::: Material shown :::
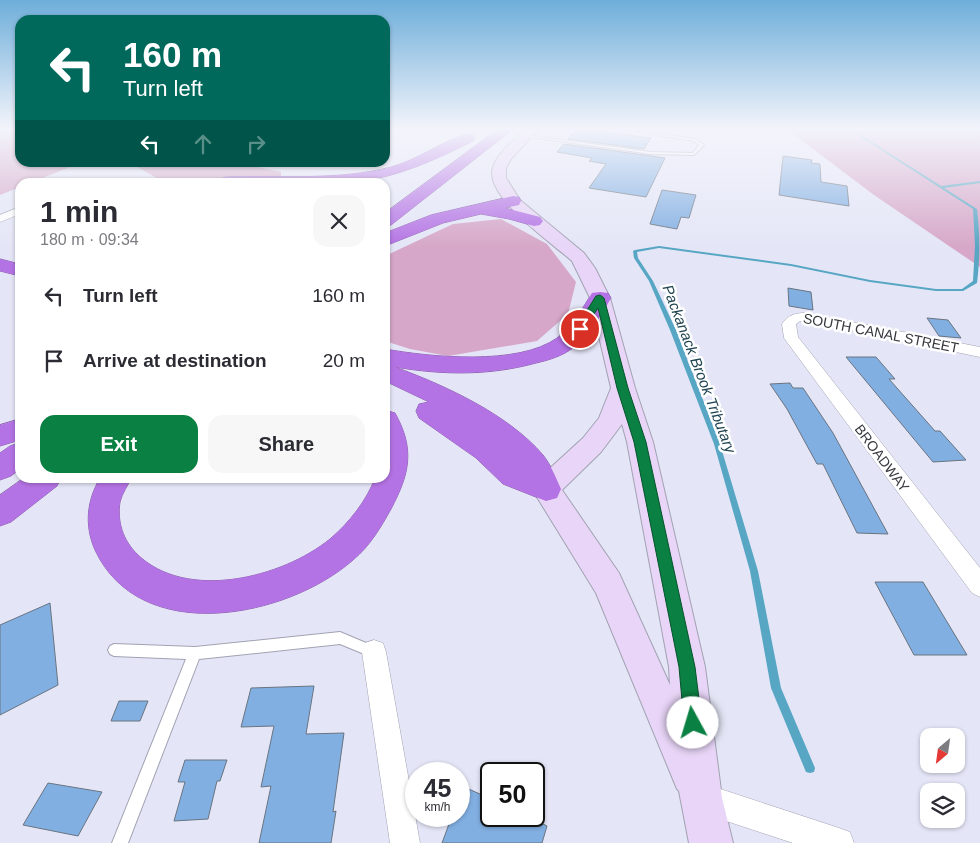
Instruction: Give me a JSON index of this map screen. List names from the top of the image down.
:::
::: Material shown :::
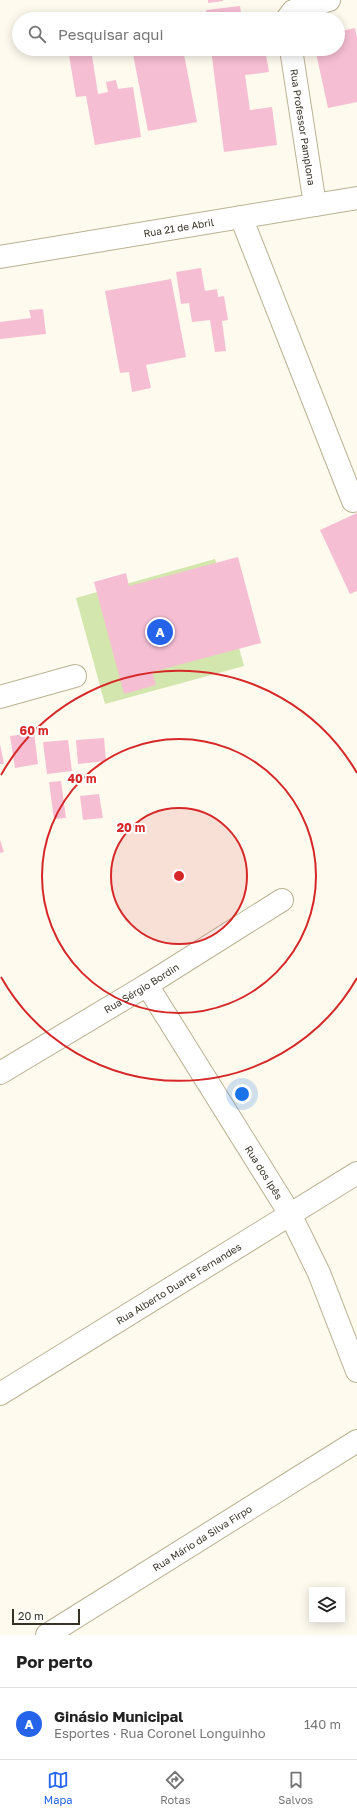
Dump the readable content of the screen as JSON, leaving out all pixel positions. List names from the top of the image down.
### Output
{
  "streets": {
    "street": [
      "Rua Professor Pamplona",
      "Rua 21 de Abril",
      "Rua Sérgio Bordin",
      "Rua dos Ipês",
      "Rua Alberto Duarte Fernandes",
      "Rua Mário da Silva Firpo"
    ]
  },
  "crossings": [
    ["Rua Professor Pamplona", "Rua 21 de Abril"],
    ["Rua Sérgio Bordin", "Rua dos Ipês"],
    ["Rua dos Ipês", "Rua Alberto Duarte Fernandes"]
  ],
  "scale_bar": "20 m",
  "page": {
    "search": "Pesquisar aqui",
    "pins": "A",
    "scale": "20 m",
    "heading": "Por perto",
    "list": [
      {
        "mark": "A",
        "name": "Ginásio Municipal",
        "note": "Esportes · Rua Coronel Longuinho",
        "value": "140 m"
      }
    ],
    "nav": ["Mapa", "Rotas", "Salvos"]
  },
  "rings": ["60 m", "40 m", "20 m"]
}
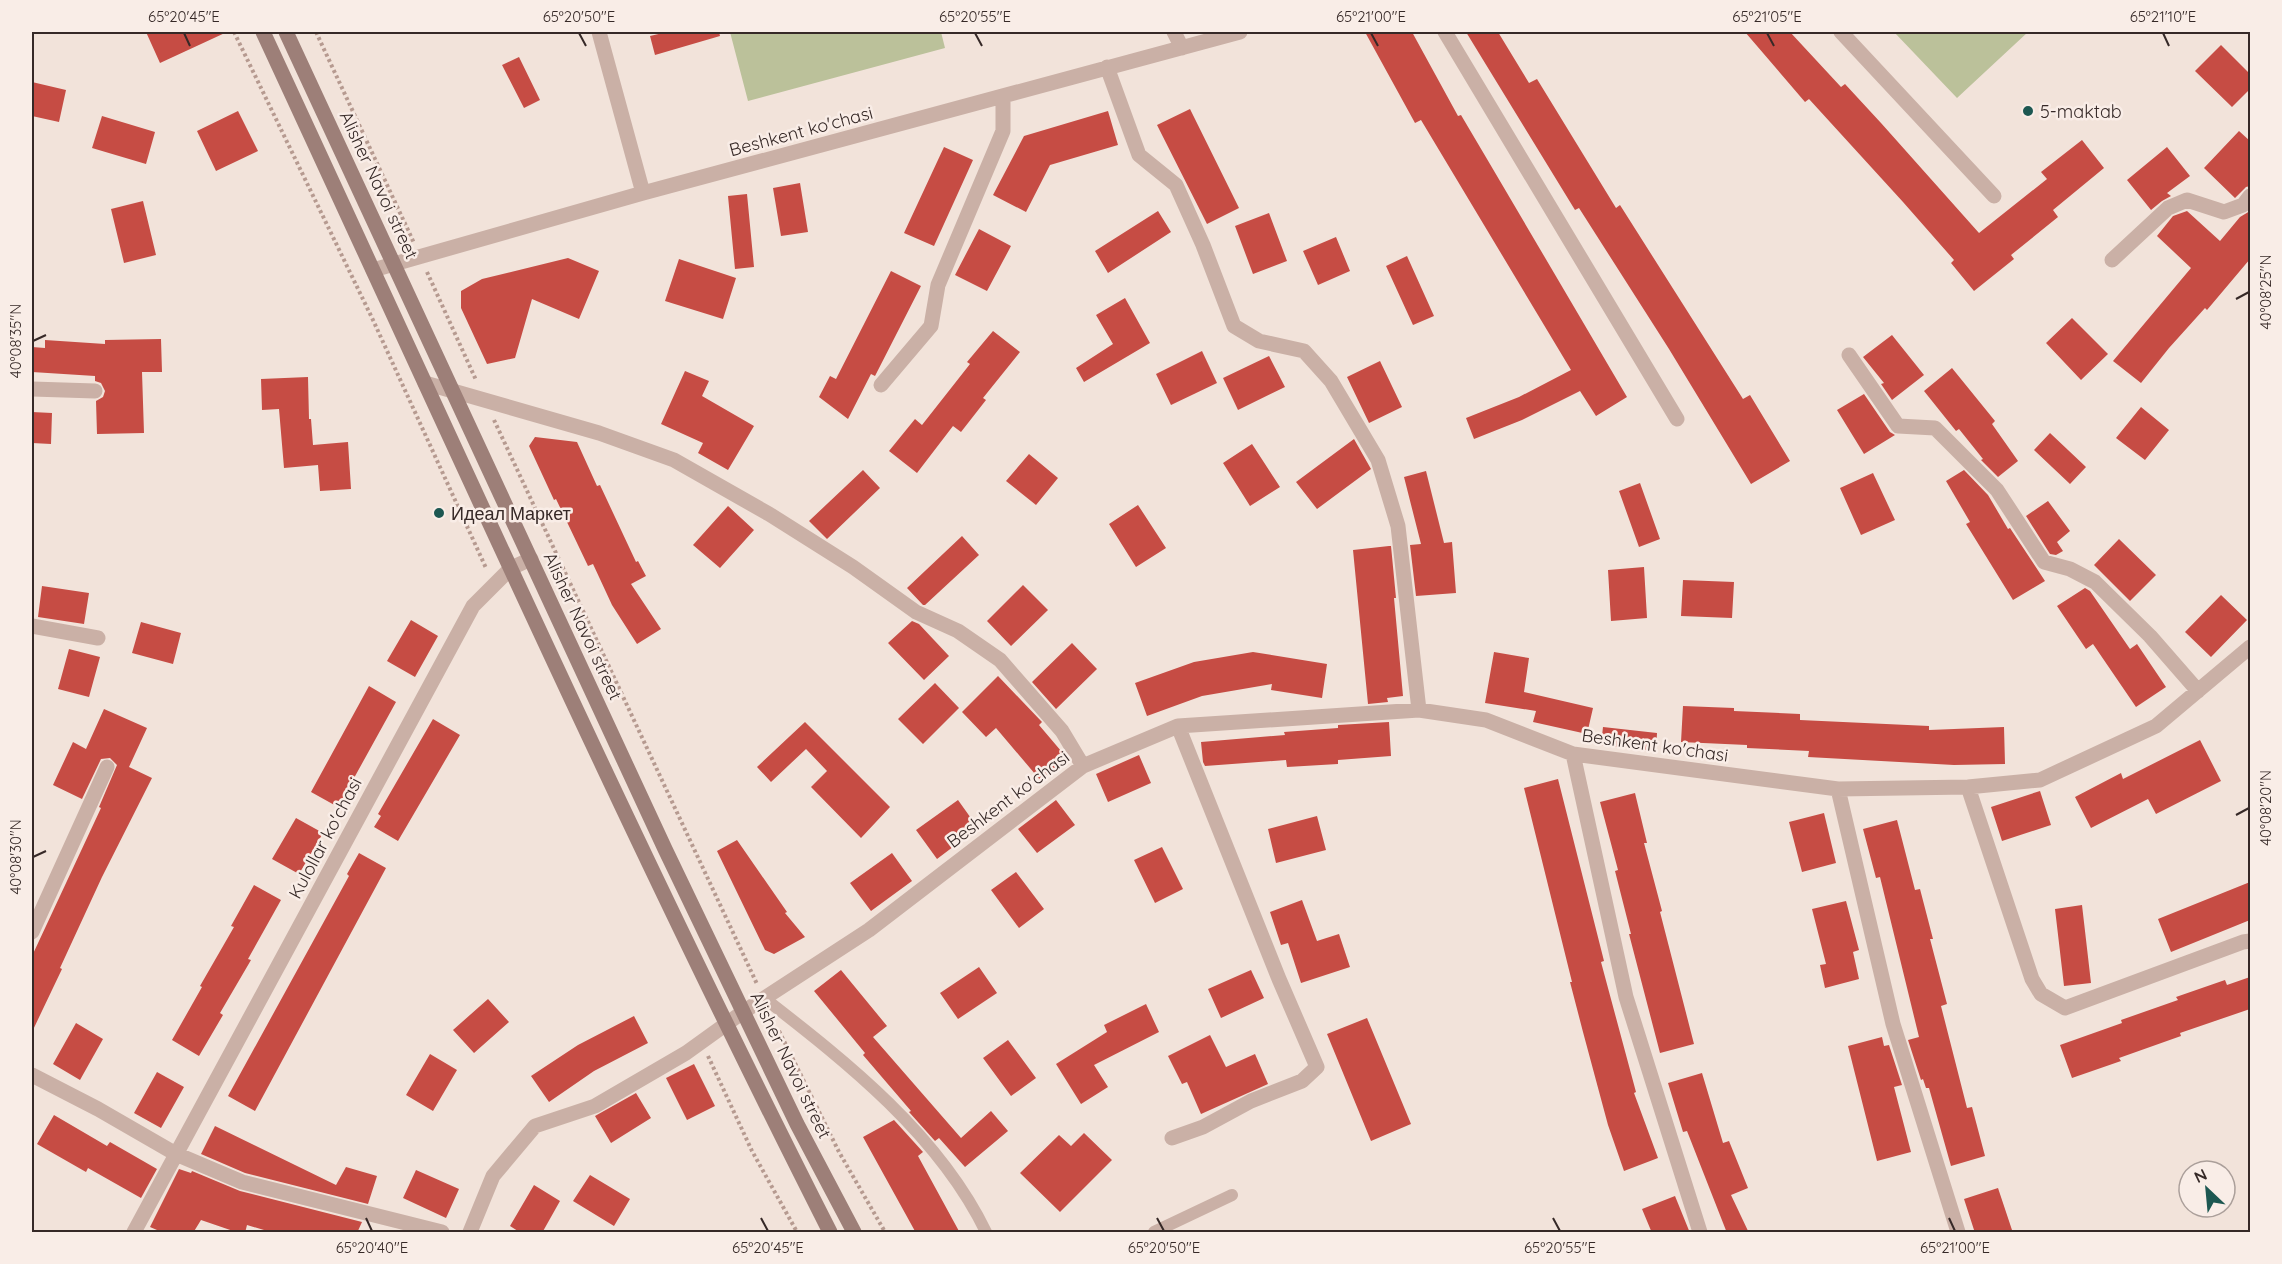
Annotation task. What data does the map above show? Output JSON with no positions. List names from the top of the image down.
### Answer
:::
**Task statement:** Every line above holding the string "down" should be listed.

**Task output:**
Instruction: Give me a JSON index of this map screen. List names from the top of the image down.
Dump the readable content of the screen as JSON, leaving out all pixel positions. List names from the top of the image down.
Annotation task. What data does the map above show? Output JSON with no positions. List names from the top of the image down.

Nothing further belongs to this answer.